The Difficulties of Distanced Learning

7/2/2020

Remote learning just isn’t the same. Ask any college student, or really any student who’s old enough to articulate their thoughts and has in person schooling to compare it to, and it’s very likely they’ll say some variant of this phrase. Over 55 million students in K-12 alone have transitioned to online classrooms since the COVID-19 pandemic began in the United States, and despite the incredible capabilities of the technology that has facilitated this transition, from Google Classroom to Zoom, it is not enough to fix the plethora of problems that students, parents, and teachers must now contend with.
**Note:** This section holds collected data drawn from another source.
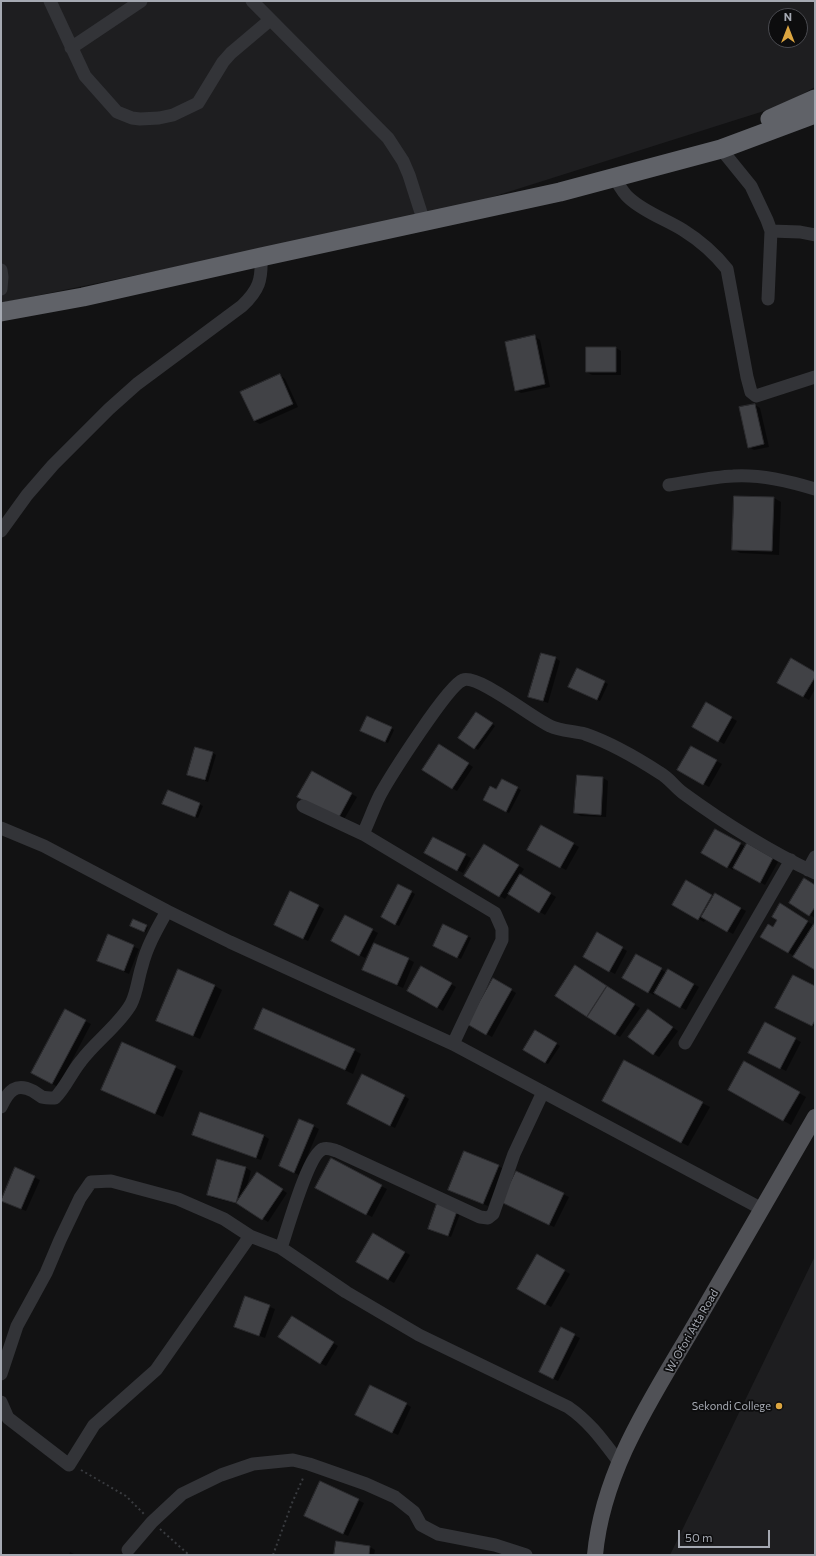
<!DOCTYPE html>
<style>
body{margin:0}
#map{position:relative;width:816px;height:1556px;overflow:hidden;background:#121213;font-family:Commissioner,sans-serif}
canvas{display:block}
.frame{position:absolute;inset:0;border:2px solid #a5a9b2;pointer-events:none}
.north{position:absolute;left:768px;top:8px;width:40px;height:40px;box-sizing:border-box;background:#0d0d0e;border:1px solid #4a4b50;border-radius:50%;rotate:0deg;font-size:11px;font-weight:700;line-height:16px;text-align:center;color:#a5a9b2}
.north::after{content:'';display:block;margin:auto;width:14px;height:18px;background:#dda640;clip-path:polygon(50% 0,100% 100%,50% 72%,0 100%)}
.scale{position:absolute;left:678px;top:1530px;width:92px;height:18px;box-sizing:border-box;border:2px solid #a5a9b2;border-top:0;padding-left:5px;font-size:12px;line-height:14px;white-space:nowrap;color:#a5a9b2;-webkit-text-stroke:3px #0d0d0e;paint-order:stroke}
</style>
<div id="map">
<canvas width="816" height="1556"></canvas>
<div class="frame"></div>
<div class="north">N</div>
<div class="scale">50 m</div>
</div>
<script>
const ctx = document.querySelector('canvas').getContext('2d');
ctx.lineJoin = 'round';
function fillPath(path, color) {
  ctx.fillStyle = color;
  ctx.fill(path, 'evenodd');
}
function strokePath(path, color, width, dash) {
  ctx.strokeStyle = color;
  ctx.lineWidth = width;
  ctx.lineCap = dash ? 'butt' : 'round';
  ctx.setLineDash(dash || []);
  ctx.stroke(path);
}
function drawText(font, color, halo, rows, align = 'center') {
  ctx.font = font + ' Commissioner,sans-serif';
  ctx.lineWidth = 3.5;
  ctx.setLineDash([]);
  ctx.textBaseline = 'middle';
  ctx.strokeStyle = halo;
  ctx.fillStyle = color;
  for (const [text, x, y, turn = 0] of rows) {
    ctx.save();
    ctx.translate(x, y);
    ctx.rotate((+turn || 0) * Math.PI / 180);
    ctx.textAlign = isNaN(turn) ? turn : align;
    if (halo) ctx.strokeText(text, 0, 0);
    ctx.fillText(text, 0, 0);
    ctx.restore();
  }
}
const built = new Path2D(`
 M 1,1 L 815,1 L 815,87 L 783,105 L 448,211 L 1,303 ZM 776,16 L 800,16 L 800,40 L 776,40 Z
 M 815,1256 L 815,1555 L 670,1555 Z`);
const shadow = new Path2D(`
 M 535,337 L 540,340 L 550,387 L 521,393 L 516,390 Z
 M 616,348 L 621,351 L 621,375 L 592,375 L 587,372 Z
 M 280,375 L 285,379 L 298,407 L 260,424 L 254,421 Z
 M 755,405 L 760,408 L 769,447 L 754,450 L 749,447 Z
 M 735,497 L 774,498 L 781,502 L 779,555 L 740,553 L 733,549 Z
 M 555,658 L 560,661 L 548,703 L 529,696 Z
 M 577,669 L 608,684 L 600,701 L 573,689 Z
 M 815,673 L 815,689 L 809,700 L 778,682 Z
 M 707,704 L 737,721 L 724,744 L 694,727 Z
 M 480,715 L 495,726 L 478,750 L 459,737 Z
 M 391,728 L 394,730 L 388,743 L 364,732 Z
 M 691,747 L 722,764 L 709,787 L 679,770 Z
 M 444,748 L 473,767 L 457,791 L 452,788 Z
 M 213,753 L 216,755 L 208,782 L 188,775 Z
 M 312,772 L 357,797 L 343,821 L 299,796 Z
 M 578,776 L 603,778 L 608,781 L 606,817 L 581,816 L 575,813 Z
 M 502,780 L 521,790 L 509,813 L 485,800 L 497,790 Z
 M 169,791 L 203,806 L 198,818 L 167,805 Z
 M 542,826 L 579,847 L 566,870 L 529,850 Z
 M 715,830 L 746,847 L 748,845 L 778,862 L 765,885 L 734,867 L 733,870 L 703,853 Z
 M 434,838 L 471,858 L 463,873 L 426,853 Z
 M 484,845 L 524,869 L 520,875 L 556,897 L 545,915 L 509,893 L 505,899 L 466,876 Z
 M 687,882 L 714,897 L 715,894 L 746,911 L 733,934 L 706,919 L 704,922 L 674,905 Z
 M 398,885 L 415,894 L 399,926 L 382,917 Z
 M 815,886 L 815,918 L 790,903 Z
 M 780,905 L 815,926 L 815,969 L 762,936 L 773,928 L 779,920 Z
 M 319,906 L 324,909 L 308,941 L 280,928 Z
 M 346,916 L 378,933 L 365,958 L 338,944 Z
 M 133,920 L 148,927 L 146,932 L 131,925 Z
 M 597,934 L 627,951 L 615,974 L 584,957 Z
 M 108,936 L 139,949 L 129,974 L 104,963 Z
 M 467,936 L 471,938 L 461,959 L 437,947 Z
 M 375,944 L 414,962 L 403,988 L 369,973 Z
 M 636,955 L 667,973 L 669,970 L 699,987 L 686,1010 L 655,993 L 654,995 L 623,978 Z
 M 422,967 L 456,987 L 443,1011 L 408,991 Z
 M 581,970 L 640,1008 L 620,1037 L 615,1034 Z
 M 493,980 L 516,993 L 492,1037 L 469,1024 Z
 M 215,986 L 222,990 L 200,1039 L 165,1024 Z
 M 815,987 L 815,1027 L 782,1011 Z
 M 65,1011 L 91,1024 L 58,1087 L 32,1073 Z
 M 653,1014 L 678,1031 L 659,1057 L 654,1054 Z
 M 765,1023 L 801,1042 L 786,1071 L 750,1052 Z
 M 536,1031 L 560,1046 L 548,1064 L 524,1050 Z
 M 262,1032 L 354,1050 L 361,1054 L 353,1074 Z
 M 123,1043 L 183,1071 L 163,1117 L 109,1093 Z
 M 745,1063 L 806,1097 L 791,1125 L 730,1090 Z
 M 404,1096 L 409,1099 L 395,1128 L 353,1107 Z
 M 702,1103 L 710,1107 L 688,1146 L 611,1105 Z
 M 313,1126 L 319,1129 L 299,1175 L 280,1166 Z
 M 193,1134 L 264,1136 L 269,1139 L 261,1160 Z
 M 218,1160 L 246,1168 L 251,1171 L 246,1189 L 262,1176 L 287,1193 L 268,1222 L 242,1205 L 213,1198 L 208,1195 Z
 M 498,1166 L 504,1169 L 488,1206 L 450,1190 Z
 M 15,1168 L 40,1180 L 26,1211 L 7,1203 Z
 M 381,1186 L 387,1189 L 372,1217 L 322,1191 Z
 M 563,1194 L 569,1197 L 554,1227 L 507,1205 Z
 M 438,1205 L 460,1214 L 451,1237 L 432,1230 Z
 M 373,1234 L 410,1255 L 394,1283 L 357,1261 Z
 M 537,1255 L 570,1274 L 551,1307 L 518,1288 Z
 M 245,1298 L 275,1309 L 265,1338 L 235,1327 Z
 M 297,1320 L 338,1346 L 326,1366 L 320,1363 Z
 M 574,1335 L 580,1338 L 558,1381 L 545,1375 Z
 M 406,1404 L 411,1407 L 398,1435 L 362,1418 Z
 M 320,1482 L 364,1503 L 348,1536 L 310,1518 Z
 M 370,1547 L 375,1550 L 374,1555 L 335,1555 Z
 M 70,1552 L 76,1555 L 69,1555 Z`);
const building = new Path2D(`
 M 535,335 L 545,384 L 515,391 L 505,342 Z
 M 586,347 L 616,347 L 616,372 L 586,372 Z
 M 280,374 L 293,404 L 254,421 L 240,392 Z
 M 755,404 L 764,444 L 748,448 L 739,407 Z
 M 734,496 L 774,497 L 772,551 L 732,550 Z
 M 541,653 L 556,657 L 543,701 L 528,697 Z
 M 791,658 L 815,672 L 815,677 L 803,697 L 777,683 Z
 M 577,668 L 605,681 L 597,700 L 568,687 Z
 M 706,702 L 732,717 L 718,742 L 692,727 Z
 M 476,712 L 493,723 L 474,749 L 458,738 Z
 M 367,716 L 392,727 L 385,742 L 360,731 Z
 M 439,744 L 469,763 L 452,789 L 422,770 Z
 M 691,746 L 717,760 L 703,785 L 677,770 Z
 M 195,747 L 213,752 L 205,780 L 187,775 Z
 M 312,771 L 352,793 L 338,819 L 297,797 Z
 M 577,775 L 603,777 L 601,815 L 574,813 Z
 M 502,779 L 518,787 L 506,812 L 483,800 L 490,786 L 496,789 Z
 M 168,790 L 200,803 L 195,817 L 162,804 Z
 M 541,825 L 574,843 L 560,868 L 527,850 Z
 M 715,829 L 741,843 L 727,868 L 701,853 Z
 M 433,837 L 466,854 L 457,871 L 424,853 Z
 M 747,843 L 773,858 L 760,883 L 733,868 Z
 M 484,844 L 519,865 L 499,897 L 464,876 Z
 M 520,874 L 551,893 L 539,913 L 508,894 Z
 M 804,878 L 815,885 L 815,907 L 809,916 L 789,903 Z
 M 686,880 L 712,895 L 698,920 L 672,905 Z
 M 398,884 L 412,891 L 395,925 L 381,917 Z
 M 290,891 L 319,905 L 303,939 L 274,925 Z
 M 715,893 L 741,908 L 727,932 L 701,917 Z
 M 780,903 L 808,921 L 788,953 L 760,937 L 768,924 L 773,927 L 777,920 L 772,917 Z
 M 345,915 L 373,929 L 359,956 L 331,941 Z
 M 133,919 L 147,925 L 144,932 L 130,926 Z
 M 443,924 L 468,936 L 457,958 L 433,946 Z
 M 814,924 L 815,925 L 815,970 L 793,957 Z
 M 597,932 L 623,947 L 609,972 L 583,957 Z
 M 108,934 L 134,945 L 124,971 L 97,961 Z
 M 374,943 L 409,958 L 397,985 L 362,970 Z
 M 636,954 L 662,968 L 648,993 L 622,978 Z
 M 575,965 L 607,986 L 587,1017 L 555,996 Z
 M 421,966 L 452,983 L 437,1008 L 407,991 Z
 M 178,969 L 215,985 L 193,1036 L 156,1021 Z
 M 668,969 L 694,984 L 680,1008 L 654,993 Z
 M 793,975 L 815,986 L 815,1020 L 812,1026 L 775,1008 Z
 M 493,978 L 512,989 L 486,1035 L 467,1024 Z
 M 607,986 L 635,1004 L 615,1035 L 587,1017 Z
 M 263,1008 L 355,1049 L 345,1070 L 254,1029 Z
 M 65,1009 L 86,1020 L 52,1084 L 31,1073 Z
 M 648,1009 L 673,1027 L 653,1055 L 628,1037 Z
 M 765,1022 L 796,1038 L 780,1069 L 748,1053 Z
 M 535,1030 L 557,1043 L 545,1063 L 523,1050 Z
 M 122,1042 L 176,1066 L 155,1114 L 101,1090 Z
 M 624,1060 L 703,1102 L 681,1143 L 602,1101 Z
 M 744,1061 L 800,1092 L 783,1121 L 728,1090 Z
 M 362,1074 L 405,1095 L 390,1126 L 347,1104 Z
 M 200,1112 L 264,1135 L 256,1158 L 192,1135 Z
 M 299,1119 L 314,1125 L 294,1173 L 279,1166 Z
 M 464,1151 L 499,1165 L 483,1204 L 448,1190 Z
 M 331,1158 L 382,1185 L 366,1215 L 315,1188 Z
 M 217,1159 L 246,1167 L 236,1203 L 207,1195 Z
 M 15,1167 L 35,1176 L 21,1209 L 1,1201 Z
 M 516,1171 L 564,1193 L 549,1225 L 501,1202 Z
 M 257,1172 L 283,1189 L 262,1220 L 236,1203 Z
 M 437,1203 L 457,1211 L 448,1236 L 428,1229 Z
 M 373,1233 L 405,1252 L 388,1280 L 356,1262 Z
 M 537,1254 L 565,1270 L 545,1305 L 517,1289 Z
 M 245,1296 L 270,1305 L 259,1336 L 234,1327 Z
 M 292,1316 L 334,1342 L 320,1364 L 278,1337 Z
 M 561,1327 L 575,1334 L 553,1379 L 539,1372 Z
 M 370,1385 L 407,1403 L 392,1433 L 355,1415 Z
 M 320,1481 L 359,1499 L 343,1534 L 304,1516 Z
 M 336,1541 L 370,1546 L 369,1555 L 334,1555 Z`);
const path = new Path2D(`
 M 81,1470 L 126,1496 L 144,1514
 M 160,1529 L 189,1555
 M 273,1555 L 292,1503 L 304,1476`);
const minor = new Path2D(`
 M 50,1 L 85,76 L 117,112 L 132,118 L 140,119 L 159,118 L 173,115 L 198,103 L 223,62 L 231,53 L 270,20
 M 252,1 L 388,138 L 403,161 L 409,175 L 424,222
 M 71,48 L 141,1
 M 721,149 L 751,186 L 767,220 L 771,231 L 768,299
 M 615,178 C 619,185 623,193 629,198 C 644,212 665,219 683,230 C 699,240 715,254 727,269 L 747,377 L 751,392 L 756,396 L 815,377
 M 771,231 L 800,232 L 815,235
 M 1,270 L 2,277 L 1,289
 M 669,485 C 690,482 712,477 733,476 C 760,474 789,481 815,489
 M 1,531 L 27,495 L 53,465 L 109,409 L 137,384 L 242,306 C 259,290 262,280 261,257
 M 303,806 L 363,834 L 495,913 L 502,929 L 502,940 L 453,1044
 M 1,828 L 44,846 L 167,911 L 230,942 L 453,1044 L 762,1209
 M 363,834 C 369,821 374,807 380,795 C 390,777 448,685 463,680 C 478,674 532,718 550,726 C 560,731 574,731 585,734 C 611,743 637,758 660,773 C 669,778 675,787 683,793 C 724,823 769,851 815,873
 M 808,870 L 815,857
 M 685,1043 L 791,860
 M 1,1107 C 8,1091 16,1082 33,1091 C 36,1093 39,1095 42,1097 C 45,1098 51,1098 55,1098 C 66,1087 71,1073 81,1061 C 95,1042 120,1024 131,1004 C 137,993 138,978 142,966 C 147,946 157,929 167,911
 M 281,1248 C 287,1231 308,1154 323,1149 C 328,1147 333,1150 337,1151 L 480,1217 L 488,1218 L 493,1214 L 514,1154 L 543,1092
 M 1,1374 L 17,1326 L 46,1273 L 60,1240 L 80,1198 L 91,1182 L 111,1181 L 178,1199 L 224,1219 L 250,1236 L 281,1248 L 346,1292 L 419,1335 L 568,1407 C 590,1422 603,1441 619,1462
 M 1,1402 L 8,1418 L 69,1465 L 94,1425 L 156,1370 L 250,1236
 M 128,1550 L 152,1522 L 182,1494 L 221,1475 L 253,1464 L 293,1460 L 309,1464 L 366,1484 L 395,1497 L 414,1512 L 421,1525 L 438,1534 L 495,1545 L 526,1555`);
const major = new Path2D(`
 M 595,1555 C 603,1468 654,1395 697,1321 C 736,1253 776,1185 815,1117`);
const highway = new Path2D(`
 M 770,119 L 815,99
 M 1,312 L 83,297 L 261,257 L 560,192 L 721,149 L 815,114`);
const markers = [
 [779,1406,4,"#dda640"]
];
const streetNames = [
 ["W. Ofori Atta Road",692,1331,-60]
];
const poiNames = [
 ["Sekondi College",771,1406]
];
fillPath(built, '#1e1e20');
fillPath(shadow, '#0007');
fillPath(building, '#414246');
strokePath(building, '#2c2c2f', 1);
strokePath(path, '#393b3f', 2, [2, 3]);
strokePath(minor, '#333438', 13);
strokePath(major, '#505156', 16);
strokePath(highway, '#606268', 19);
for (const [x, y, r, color] of markers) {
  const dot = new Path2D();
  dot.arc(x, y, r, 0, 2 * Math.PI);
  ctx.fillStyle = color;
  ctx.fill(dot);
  strokePath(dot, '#0d0d0e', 1.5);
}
drawText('11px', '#a5a9b2', '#0d0d0e', streetNames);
drawText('11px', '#a5a9b2', '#0d0d0e', poiNames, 'right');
</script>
For teachers, they must somehow adapt their classes to online learning, even when it might be almost impossible due to the material covered. How can a college theater professor stage plays over video call? How can a chemistry TA teach without access to a lab? How can a music professor conduct an orchestra when everyone’s sound feed keeps lagging? Any course that requires a highly social aspect or any kind of specialized equipment or space is basically unadaptable to remote instruction without cutting out the essence of it. And younger students may not have to worry about such topic-specific classes, but imagine trying to teach 35 first graders remotely from your living room. It’s unprecedented.

For those younger children especially, there are additional difficulties created by distanced education, particularly in the social realm. Socializing and playing are very important for the development of emotional and social intelligence in children; both of these are restricted when class is on the computer and there is no such thing as recess. Teachers have also had a hard time making remote instruction personalized, something that’s important for young students, who tend to have the attention span of a goldfish; personalizing lessons then becomes a task foisted upon parents, many of whom are likely trying to work remotely themselves. And of course, many homes are not good environments for learning: distractions abound, from pets, to siblings, to toys, to TV, to unrestricted internet access because Mom’s too busy working from home to monitor the computer all day. These factors add up to the estimate that students in grades 3-8, at least, will only make 70% of reading gains and 50% of math gains this year, in comparison to a normal, in-person school year. It seems fair to assume that a similar disparity will hold true if online schooling continues (although one can hope that teachers who have had the summer to prepare might be able to adapt material better than when they were suddenly confronted with the switch to remote learning).

Everything mentioned above are problems for probably every student, but the situation is even worse for students who are disadvantaged or low-income. On average, those students get less help from their parents with schoolwork and are less likely to have a computer, good internet, a desk, or a quiet place to study than their peers. A teacher in Baltimore, for example, told the NY Times that over 80% of her students are from low-income families and only 25% of them have a computer at home — how, then, is remote learning meant to be effective, when even places like libraries where students can normally use computers for free are closed? Because of issues like these, COVID-induced remote learning is widening the already significant achievement gapbetween students with higher and lower socioeconomic statuses.

So what is the solution here? Simply returning to in-person schooling would solve these problems, but the risks are great. While K-12 and college students are less likely to die from the virus, it can still happen, and COVID-19 has nasty lasting effects even if an infected person does survive their brush with it. Plus, students don’t exist in a bubble — their families and other people they come into contact with, like teachers or relatives (especially grandparents), are more likely to be seriously affected by COVID. Without a sure vaccine, and with the recent news that immunity for people who’ve caught the virus and survived lasts only a few months, it’s hard to know when, if ever, it will be entirely risk-free to resume in-person education. So we have to ask: how much is an in-person education worth? And how do we measure loss of life against loss of learning?